*Assignment:* Please work out how many lines of this material include "Madame", and answer with that number by itself.
________________________
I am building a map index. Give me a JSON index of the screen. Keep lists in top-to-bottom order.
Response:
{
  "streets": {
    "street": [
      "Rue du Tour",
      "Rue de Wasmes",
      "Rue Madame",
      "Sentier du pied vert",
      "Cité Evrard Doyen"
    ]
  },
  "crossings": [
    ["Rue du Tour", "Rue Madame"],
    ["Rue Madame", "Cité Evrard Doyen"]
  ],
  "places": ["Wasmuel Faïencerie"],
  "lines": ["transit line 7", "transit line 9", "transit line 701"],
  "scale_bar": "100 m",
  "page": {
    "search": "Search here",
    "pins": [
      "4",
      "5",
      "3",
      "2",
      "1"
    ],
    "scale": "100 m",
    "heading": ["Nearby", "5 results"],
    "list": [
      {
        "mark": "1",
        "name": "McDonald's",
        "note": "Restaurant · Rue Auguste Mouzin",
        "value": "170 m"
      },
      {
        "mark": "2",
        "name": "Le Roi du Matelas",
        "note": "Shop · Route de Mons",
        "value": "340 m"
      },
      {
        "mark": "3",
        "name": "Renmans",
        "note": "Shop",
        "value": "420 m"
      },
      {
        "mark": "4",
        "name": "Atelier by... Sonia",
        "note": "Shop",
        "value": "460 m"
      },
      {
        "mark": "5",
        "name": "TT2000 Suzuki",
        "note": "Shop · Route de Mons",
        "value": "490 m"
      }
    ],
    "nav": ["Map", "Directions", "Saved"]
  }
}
________________________
*Expected answer:* 3